## Assigned task
Apart from the pictures, reproduce the data below exactly as it stands.

## Saved data entries
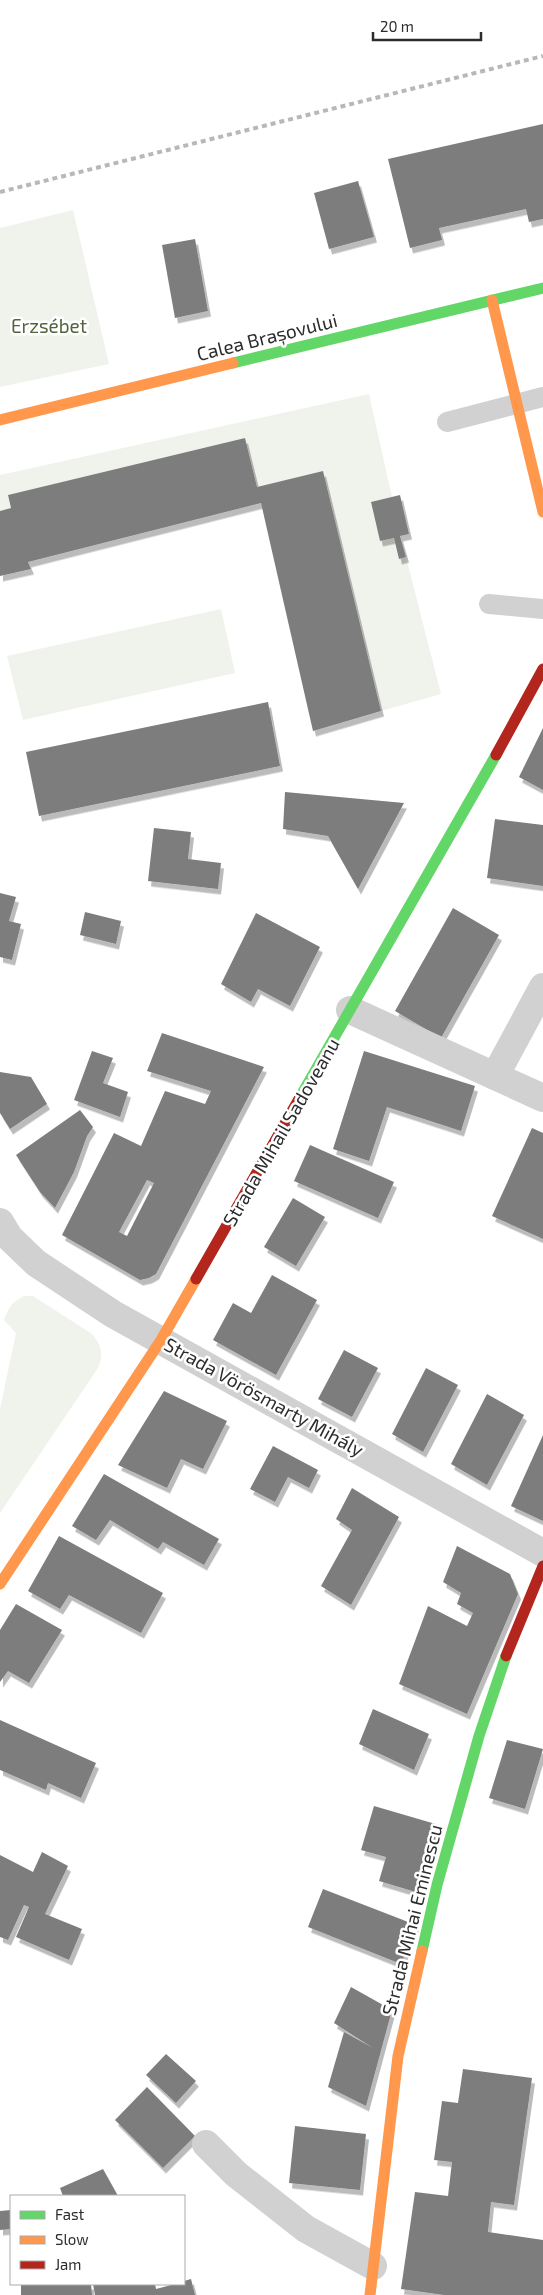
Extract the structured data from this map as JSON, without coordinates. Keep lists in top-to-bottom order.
{
  "streets": {
    "street": [
      "Calea Brașovului",
      "Strada Mihail Sadoveanu",
      "Strada Vörösmarty Mihály",
      "Strada Mihai Eminescu"
    ]
  },
  "crossings": [
    ["Strada Mihail Sadoveanu", "Strada Vörösmarty Mihály"]
  ],
  "parks": ["Erzsébet"],
  "legend": ["Fast", "Slow", "Jam"],
  "scale_bar": "20 m"
}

## Solution to this exercise
Extract the structured data from this map as JSON, without coordinates. Keep lists in top-to-bottom order.
{
  "streets": {
    "street": [
      "Calea Brașovului",
      "Strada Mihail Sadoveanu",
      "Strada Vörösmarty Mihály",
      "Strada Mihai Eminescu"
    ]
  },
  "crossings": [
    ["Strada Mihail Sadoveanu", "Strada Vörösmarty Mihály"]
  ],
  "parks": ["Erzsébet"],
  "legend": ["Fast", "Slow", "Jam"],
  "scale_bar": "20 m"
}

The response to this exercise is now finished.